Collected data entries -
::::

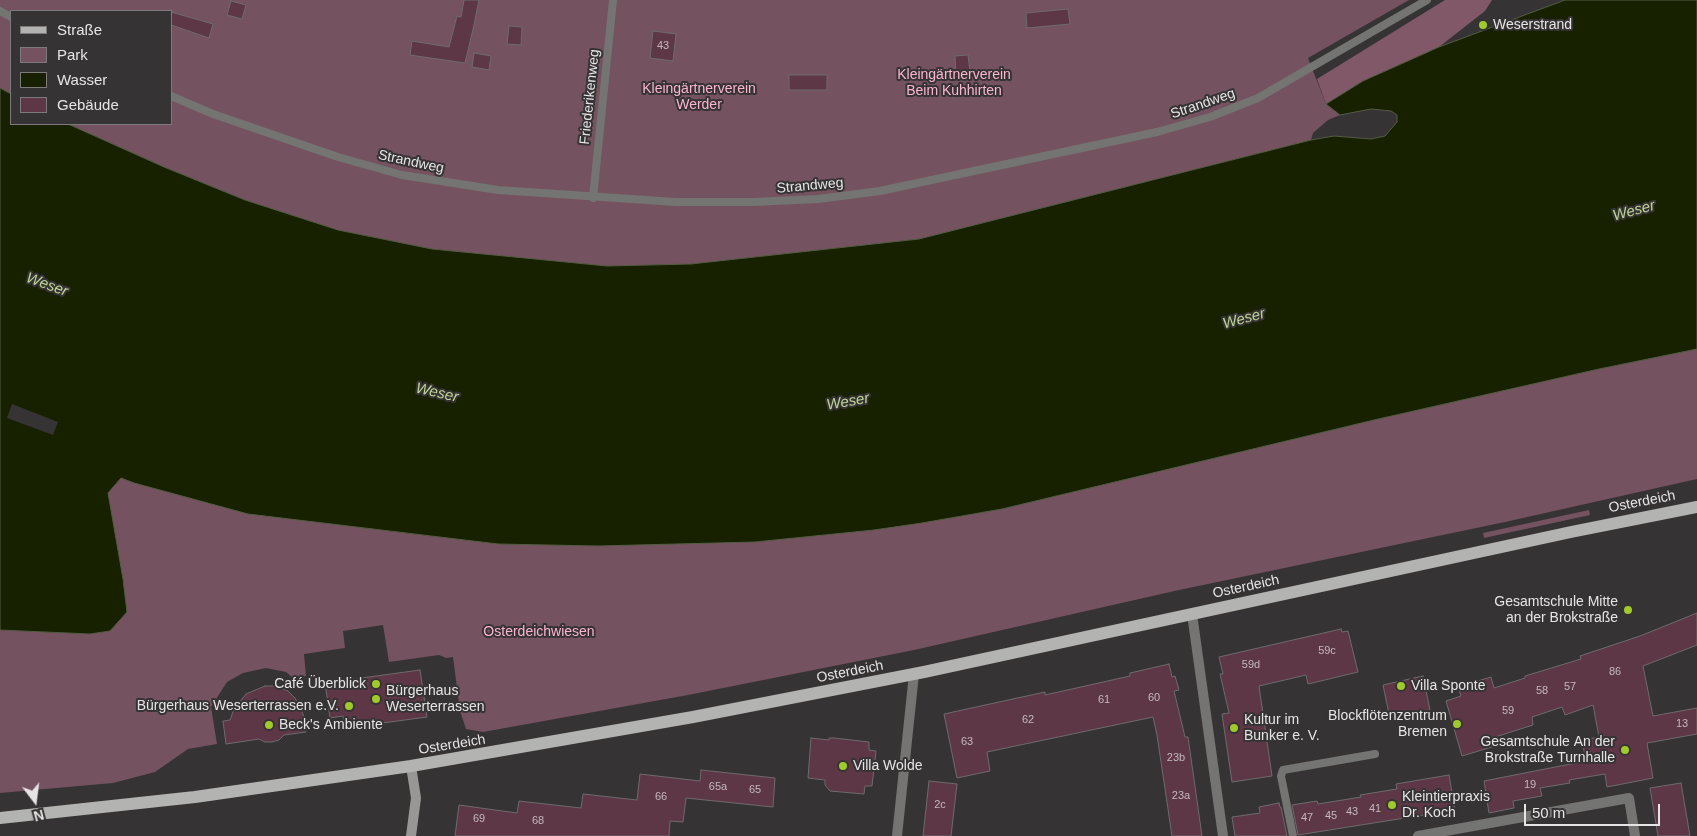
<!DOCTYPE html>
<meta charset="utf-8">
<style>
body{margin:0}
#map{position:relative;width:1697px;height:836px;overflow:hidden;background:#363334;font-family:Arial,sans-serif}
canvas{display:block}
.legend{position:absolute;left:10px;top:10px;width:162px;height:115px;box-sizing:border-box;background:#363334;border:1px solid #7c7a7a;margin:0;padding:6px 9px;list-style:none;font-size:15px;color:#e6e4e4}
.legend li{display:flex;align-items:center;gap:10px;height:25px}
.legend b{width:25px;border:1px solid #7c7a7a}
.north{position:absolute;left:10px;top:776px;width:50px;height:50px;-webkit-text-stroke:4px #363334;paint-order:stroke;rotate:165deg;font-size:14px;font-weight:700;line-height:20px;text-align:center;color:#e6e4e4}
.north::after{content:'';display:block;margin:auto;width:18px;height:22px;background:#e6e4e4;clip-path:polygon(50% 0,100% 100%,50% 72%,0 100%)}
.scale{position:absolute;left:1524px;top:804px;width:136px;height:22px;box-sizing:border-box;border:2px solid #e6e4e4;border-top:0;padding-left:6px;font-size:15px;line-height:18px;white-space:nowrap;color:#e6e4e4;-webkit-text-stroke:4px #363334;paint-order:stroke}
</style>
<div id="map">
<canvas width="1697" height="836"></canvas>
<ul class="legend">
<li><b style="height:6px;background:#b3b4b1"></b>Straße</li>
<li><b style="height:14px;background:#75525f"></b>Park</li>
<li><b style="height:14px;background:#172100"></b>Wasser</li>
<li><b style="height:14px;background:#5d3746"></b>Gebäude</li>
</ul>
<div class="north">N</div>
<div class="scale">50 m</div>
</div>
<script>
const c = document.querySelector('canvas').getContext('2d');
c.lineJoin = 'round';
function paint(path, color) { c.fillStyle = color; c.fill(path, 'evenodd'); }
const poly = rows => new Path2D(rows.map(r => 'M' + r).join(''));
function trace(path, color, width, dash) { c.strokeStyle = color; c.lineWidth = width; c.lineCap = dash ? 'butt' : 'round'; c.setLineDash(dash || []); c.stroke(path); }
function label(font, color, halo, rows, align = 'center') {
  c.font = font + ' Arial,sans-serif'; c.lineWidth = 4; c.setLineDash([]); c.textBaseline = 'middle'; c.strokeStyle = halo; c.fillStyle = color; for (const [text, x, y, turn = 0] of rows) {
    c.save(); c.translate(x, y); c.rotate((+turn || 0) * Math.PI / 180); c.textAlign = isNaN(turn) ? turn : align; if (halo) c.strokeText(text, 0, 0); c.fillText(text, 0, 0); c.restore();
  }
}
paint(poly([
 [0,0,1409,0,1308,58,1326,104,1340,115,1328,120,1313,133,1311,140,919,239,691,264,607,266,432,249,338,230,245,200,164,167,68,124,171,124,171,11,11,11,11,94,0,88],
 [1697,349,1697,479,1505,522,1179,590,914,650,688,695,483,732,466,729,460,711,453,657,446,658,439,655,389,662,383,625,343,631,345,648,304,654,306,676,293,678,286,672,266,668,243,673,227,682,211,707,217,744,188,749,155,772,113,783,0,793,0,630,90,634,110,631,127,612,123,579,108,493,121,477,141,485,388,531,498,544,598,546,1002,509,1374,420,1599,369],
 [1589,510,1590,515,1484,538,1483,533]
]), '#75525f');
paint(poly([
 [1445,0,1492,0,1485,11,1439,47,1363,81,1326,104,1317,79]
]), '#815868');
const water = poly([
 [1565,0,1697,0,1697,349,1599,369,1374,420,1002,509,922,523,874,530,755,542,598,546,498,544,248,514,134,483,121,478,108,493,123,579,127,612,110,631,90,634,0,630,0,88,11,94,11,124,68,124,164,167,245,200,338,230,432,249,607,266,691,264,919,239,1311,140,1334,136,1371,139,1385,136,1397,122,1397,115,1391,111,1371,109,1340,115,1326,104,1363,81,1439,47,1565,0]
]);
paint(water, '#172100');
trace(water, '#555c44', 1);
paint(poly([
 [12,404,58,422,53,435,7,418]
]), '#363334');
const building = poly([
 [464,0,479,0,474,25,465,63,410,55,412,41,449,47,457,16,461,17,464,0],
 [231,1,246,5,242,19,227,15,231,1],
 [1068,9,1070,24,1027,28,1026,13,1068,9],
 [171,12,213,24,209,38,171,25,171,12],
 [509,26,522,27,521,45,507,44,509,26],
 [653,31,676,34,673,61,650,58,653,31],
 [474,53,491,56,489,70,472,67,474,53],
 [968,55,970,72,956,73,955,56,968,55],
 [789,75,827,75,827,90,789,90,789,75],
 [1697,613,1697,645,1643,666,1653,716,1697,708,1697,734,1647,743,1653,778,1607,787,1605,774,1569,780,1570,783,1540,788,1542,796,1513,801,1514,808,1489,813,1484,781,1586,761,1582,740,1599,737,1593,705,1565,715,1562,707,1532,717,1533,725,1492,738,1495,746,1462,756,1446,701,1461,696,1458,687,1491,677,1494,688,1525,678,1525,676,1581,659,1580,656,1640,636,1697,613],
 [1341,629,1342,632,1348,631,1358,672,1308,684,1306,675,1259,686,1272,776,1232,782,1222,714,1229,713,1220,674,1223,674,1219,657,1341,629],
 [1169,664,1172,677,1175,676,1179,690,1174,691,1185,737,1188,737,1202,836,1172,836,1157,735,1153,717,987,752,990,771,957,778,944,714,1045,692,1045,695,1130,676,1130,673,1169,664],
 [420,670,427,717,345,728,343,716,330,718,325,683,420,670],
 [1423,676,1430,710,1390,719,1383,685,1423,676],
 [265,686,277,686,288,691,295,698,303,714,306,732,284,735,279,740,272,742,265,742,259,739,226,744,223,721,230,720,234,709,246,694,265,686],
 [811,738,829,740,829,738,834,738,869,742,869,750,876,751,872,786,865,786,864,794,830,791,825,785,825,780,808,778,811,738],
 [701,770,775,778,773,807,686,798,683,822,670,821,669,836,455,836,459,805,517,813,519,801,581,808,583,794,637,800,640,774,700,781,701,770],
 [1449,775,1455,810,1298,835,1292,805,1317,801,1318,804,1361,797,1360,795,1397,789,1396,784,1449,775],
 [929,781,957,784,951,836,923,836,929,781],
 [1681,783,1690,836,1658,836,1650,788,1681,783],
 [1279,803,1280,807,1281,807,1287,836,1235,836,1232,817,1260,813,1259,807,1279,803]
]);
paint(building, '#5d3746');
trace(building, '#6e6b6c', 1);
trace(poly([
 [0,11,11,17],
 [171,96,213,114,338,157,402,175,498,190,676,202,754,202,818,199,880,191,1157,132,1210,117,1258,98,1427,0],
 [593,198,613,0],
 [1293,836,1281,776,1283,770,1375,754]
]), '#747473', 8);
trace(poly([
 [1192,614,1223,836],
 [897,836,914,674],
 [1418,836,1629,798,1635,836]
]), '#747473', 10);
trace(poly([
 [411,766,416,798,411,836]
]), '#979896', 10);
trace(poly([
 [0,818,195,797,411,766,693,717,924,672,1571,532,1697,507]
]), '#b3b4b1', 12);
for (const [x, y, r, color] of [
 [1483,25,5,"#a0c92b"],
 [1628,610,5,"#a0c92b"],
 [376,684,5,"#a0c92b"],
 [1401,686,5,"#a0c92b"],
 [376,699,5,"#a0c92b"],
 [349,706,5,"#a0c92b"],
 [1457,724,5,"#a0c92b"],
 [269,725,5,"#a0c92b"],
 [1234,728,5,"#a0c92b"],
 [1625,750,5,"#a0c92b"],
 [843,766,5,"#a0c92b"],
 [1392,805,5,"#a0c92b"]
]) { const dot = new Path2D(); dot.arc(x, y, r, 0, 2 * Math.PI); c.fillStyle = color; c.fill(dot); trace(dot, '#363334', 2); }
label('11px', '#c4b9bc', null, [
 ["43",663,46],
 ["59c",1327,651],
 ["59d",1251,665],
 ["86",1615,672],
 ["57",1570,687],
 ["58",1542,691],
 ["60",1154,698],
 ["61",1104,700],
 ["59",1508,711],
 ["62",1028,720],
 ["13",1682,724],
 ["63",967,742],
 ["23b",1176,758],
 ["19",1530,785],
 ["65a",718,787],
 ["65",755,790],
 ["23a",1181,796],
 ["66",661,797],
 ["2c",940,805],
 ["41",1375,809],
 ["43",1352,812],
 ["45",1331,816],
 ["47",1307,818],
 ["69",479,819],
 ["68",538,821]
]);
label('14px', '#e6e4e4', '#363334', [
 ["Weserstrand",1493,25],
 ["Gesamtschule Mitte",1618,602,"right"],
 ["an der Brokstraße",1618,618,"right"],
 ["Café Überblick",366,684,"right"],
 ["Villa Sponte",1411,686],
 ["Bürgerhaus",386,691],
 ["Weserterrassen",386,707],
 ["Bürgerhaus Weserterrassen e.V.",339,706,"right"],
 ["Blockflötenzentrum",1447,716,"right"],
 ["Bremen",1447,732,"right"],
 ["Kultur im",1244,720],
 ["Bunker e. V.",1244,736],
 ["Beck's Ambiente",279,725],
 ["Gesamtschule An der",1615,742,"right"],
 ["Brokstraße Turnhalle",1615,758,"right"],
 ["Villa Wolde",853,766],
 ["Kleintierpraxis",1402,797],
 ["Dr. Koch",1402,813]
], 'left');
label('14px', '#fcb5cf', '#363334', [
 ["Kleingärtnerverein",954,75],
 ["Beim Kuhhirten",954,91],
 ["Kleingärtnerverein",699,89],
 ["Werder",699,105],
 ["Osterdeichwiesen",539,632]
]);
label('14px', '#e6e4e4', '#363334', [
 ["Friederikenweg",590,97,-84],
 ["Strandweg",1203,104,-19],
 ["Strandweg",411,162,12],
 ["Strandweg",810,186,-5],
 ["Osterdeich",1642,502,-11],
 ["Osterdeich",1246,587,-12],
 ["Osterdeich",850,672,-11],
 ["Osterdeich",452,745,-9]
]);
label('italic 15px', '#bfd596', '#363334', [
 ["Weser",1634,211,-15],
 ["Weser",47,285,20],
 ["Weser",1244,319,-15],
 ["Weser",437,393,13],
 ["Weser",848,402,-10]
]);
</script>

::::

What the task requires - Only lines containing the word "Bürgerhaus" matter here: count them in the entries and give the number, nothing else.

Answer to the exercise - 2